Africa Business Communities

[Column] Shane Leahy: How does a mobile wallet vary in Africa compared to other regions?

Simple and secure ways to complete transactions directly through a mobile device have become increasingly popular over the last three years globally for all users through a number of different technologies, from mobile wallets, to the launch of platforms like Apple Pay and Android Pay for smartphone users.

 These technologies are revolutionising payments, particularly for the millions of unbanked people living in countries across Africa, who can now use a mobile wallet to pay for goods and services without the need for physical cash or credit.

In Sub-Saharan Africa alone, there were over 277 million registered mobile money accounts at the end of 2016, demonstrating the huge adoption of the technology across the region. However, due to the varying levels of technological advancement, the African market has now adopted a very different version of the mobile wallet to the ones used in other regions.

In Africa, the development of mobile wallets has enabled a seamless payment process by allowing merchants to take payments directly from mobile operator provisioned wallets, where customers can deposit funds into their account and use to purchase goods.

 A clear comparison to the African mobile wallet being used in other regions is apps such as Paypal and Google Wallet that allow customers to upload their credit or debit card details to their mobile to make online payments and one-touch NFC payments. It's convenience makes it very appealing to the consumer, however unlike mobile wallets in Africa, the actual form of payments is essentially still just a bank card payment from a linked bank account or against a linked credit card. 

 The technology needed to utilise a mobile wallet in Africa and other regions is also very different.  The only requirement to be able to conduct payments through a mobile wallet is to own a mobile phone with the operator.

Unlike other regions, which often require customers to purchase an expensive smartphone which supports the technology, even the most basic Nokia with no internet or data connection can be used to complete transactions in Africa, as the menus used a low-level service menu provided on every GSM phone.

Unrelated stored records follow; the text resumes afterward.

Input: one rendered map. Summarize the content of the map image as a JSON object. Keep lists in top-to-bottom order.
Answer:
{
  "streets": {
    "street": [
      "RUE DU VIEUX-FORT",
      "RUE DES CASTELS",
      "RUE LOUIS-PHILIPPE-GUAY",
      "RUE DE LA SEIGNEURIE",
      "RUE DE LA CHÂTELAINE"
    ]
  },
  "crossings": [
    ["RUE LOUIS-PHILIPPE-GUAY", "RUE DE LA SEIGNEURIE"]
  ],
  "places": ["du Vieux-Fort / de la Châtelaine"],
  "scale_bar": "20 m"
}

Despite the simplicity of this technology, it is highly suited to the region's level of technological development and is both secure and hugely empowering for consumers.

 There are some parts of Africa where physical bricks and mortar stores are poorly developed and mobile commerce does well to fill the gap.

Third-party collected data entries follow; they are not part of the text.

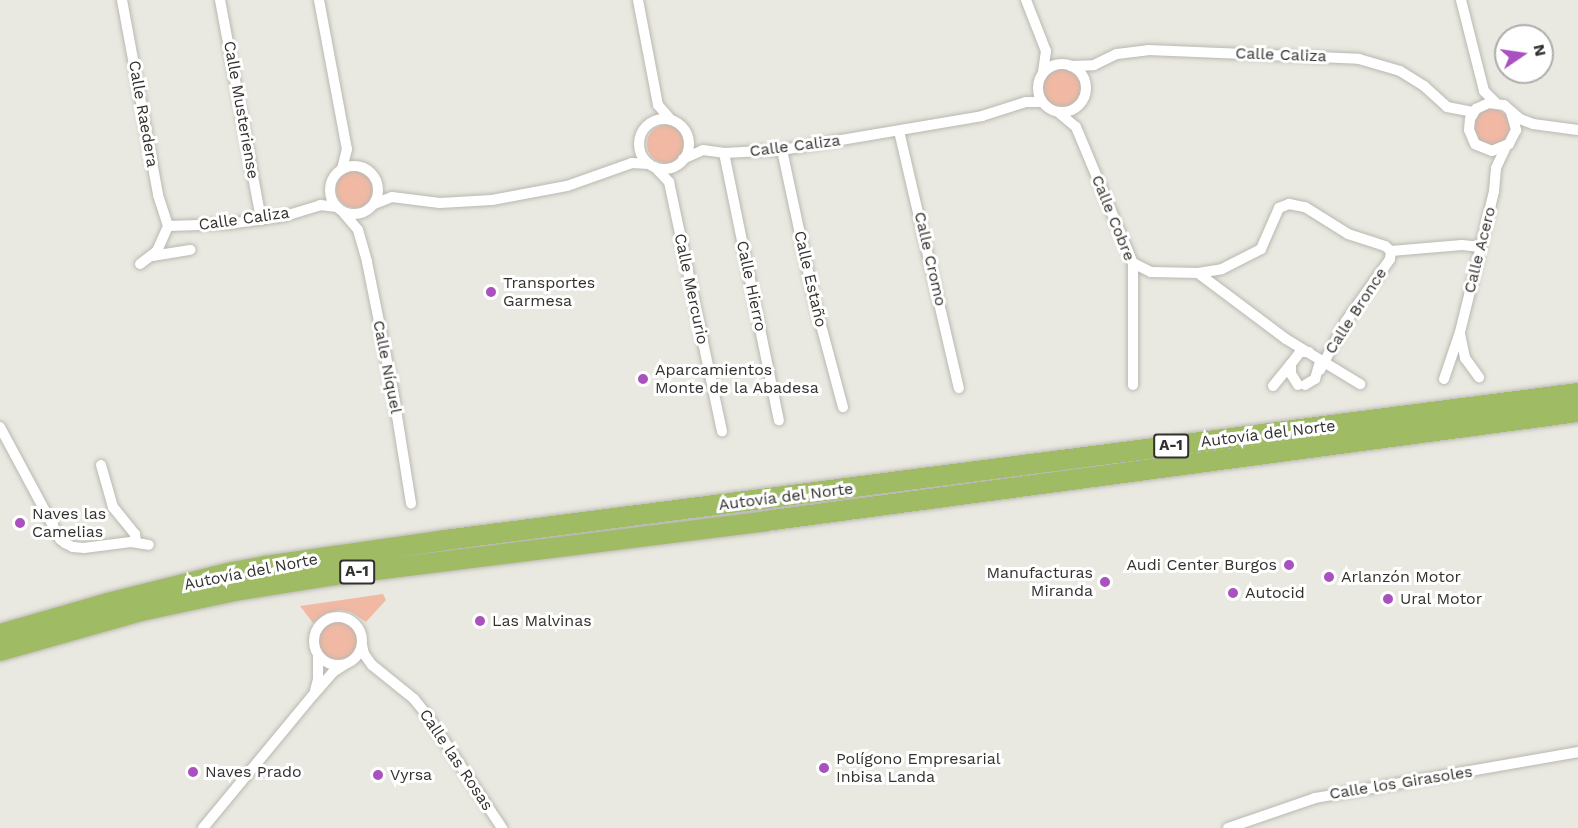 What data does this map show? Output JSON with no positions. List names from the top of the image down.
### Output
{
  "streets": {
    "highway": ["Autovía del Norte", "A-1"],
    "street": [
      "Calle Caliza",
      "Calle Musteriense",
      "Calle Raedera",
      "Calle Cobre",
      "Calle Acero",
      "Calle Cromo",
      "Calle Estaño",
      "Calle Hierro",
      "Calle Mercurio",
      "Calle Bronce",
      "Calle Níquel",
      "Calle las Rosas",
      "Calle los Girasoles"
    ]
  },
  "crossings": [
    ["Calle Caliza", "Calle Musteriense"],
    ["Calle Caliza", "Calle Raedera"],
    ["Calle Caliza", "Calle Cobre"],
    ["Calle Caliza", "Calle Acero"],
    ["Calle Caliza", "Calle Cromo"],
    ["Calle Caliza", "Calle Estaño"],
    ["Calle Caliza", "Calle Hierro"],
    ["Calle Caliza", "Calle Níquel"]
  ],
  "places": [
    "Transportes Garmesa",
    "Aparcamientos Monte de la Abadesa",
    "Naves las Camelias",
    "Audi Center Burgos",
    "Arlanzón Motor",
    "Manufacturas Miranda",
    "Autocid",
    "Ural Motor",
    "Las Malvinas",
    "Polígono Empresarial Inbisa Landa",
    "Naves Prado",
    "Vyrsa"
  ],
  "north": "right"
}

With current trends suggesting that mobile wallets have the potential to serve over 500 million consumers by 2020 there are plenty of opportunities for merchants to generate more sales, not to mention that processing fees are significantly lower than those of debit or credit cards.

 Africa has also seen significant growth in payments via mPesa, a mobile phone based money transfer service that now has over 30 million subscribers in territories including Kenya, Congo, Mozambique and Ghana.

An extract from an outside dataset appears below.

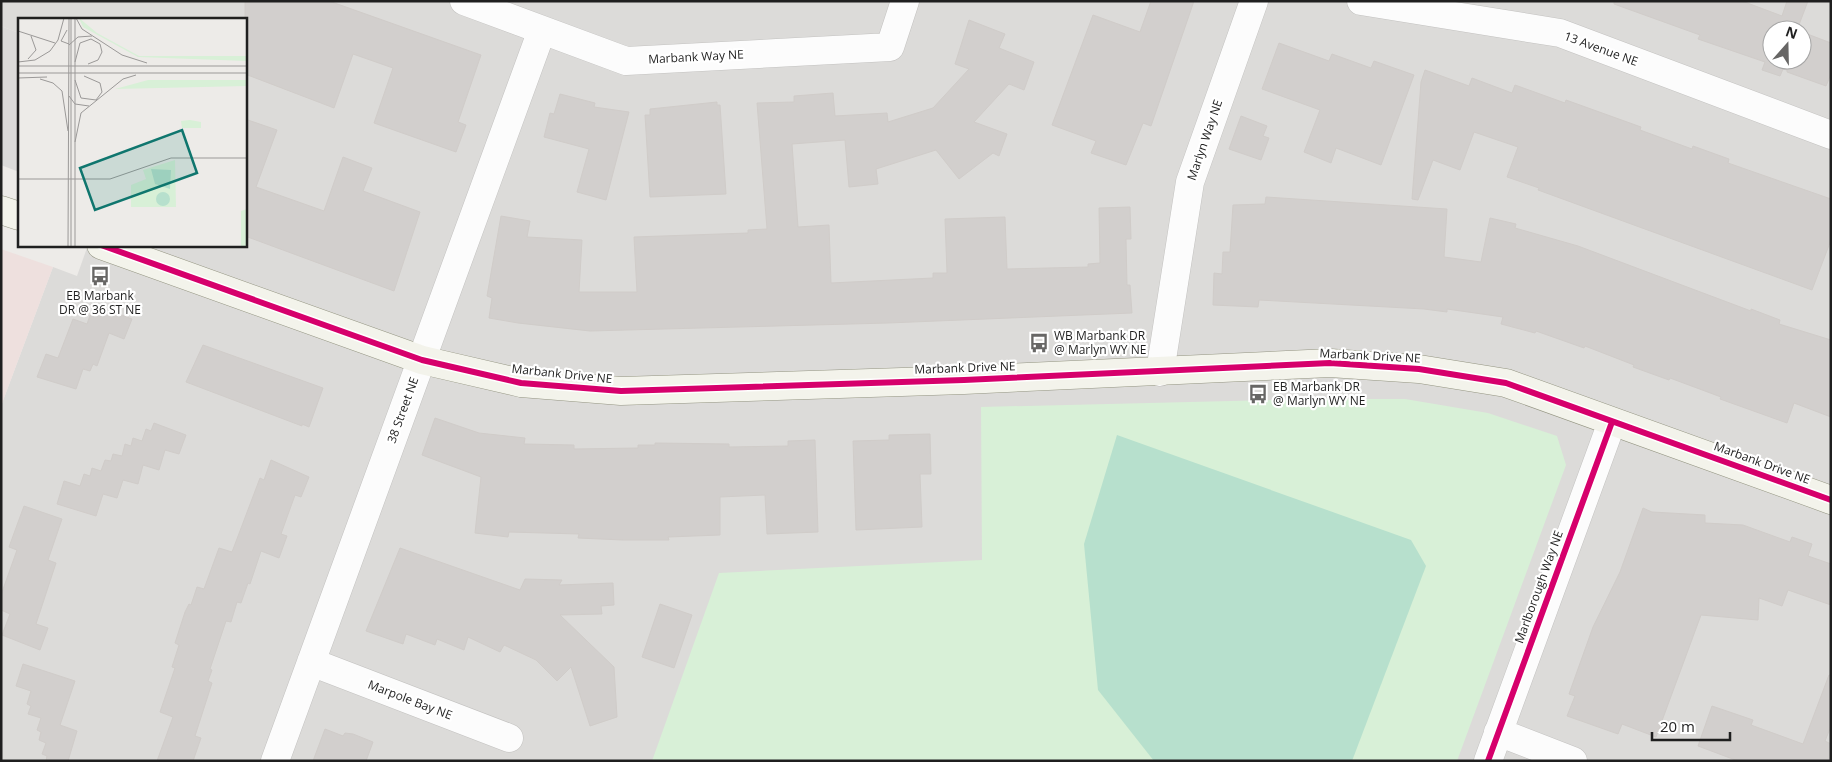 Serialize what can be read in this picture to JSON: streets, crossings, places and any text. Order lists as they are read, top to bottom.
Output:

The growing integration between these operators and mobile wallet users has allowed for more seamless transfers of funds. An additional benefit to African residents carrying a Mobile Wallet is that it eliminates the worry of carrying physical cash and cards.

 Mobile payments are now very well established in Africa and the infrastructure provided by operators is now as important to the continent's commerce, as Visa, Mastercard and AMEX are in the Western world.

They act as a basis for innovation which mobile giants like Apple and Samsung should look to take inspiration from and accelerate their own versions of mobile wallets in more developed markets.

 By skipping the "desktop generation" and going straight to mobile, Africa has supported its developing infrastructure by offering consumers the chance to complete transactions via carrier billing, something that other regions should consider building into their payment services to appeal to a wider market and unlock more benefits.

 A recent report from Ovum forecasted total carrier billing revenues will increase to $24.7bn in 2019 globally, from the $14.5bn in 2014 which offers merchants a real opportunity to offer innovative financial products and services.

However, one of the biggest challenges still facing mobile money platforms is not being able to operate between countries, resulting in a limit to their appeal as a universal payment tools.

Mobile payments in Africa enable companies to receive and make real time payments throughout the continent, and merchants are very aware they need resilience and continuity in order to run and maintain their businesses effectively.

 In other regions, the acquisition of the payments consumers make using their mobile phone is charged to the merchant at a much higher rate compared to those in Africa, which might explain why the adoption rate of this technology remains relatively slow in many Western regions.

However it is now estimated that by 2021, the global usage of mobile payments technology around the world will increase by more than a third, caused primarily by the growing preference amongst brands to offer alternative payment methods and communicate with their customers instantly through mobile platforms.

Despite the clear differences in the technology being applied to mobile wallets in Africa and other regions, both versions present merchants with huge opportunities to offer a strong customer service and a seamless payment process.

In other regions, specific regulations don't allow for MNOs to operate mobile money wallets like they do in Africa, so it's very likely we won't see these develop in the same way. However, with the continued acceleration of the use of mobile wallets across Africa the redefinition of the financial services landscape in this region is fully inclusive and beneficial for all.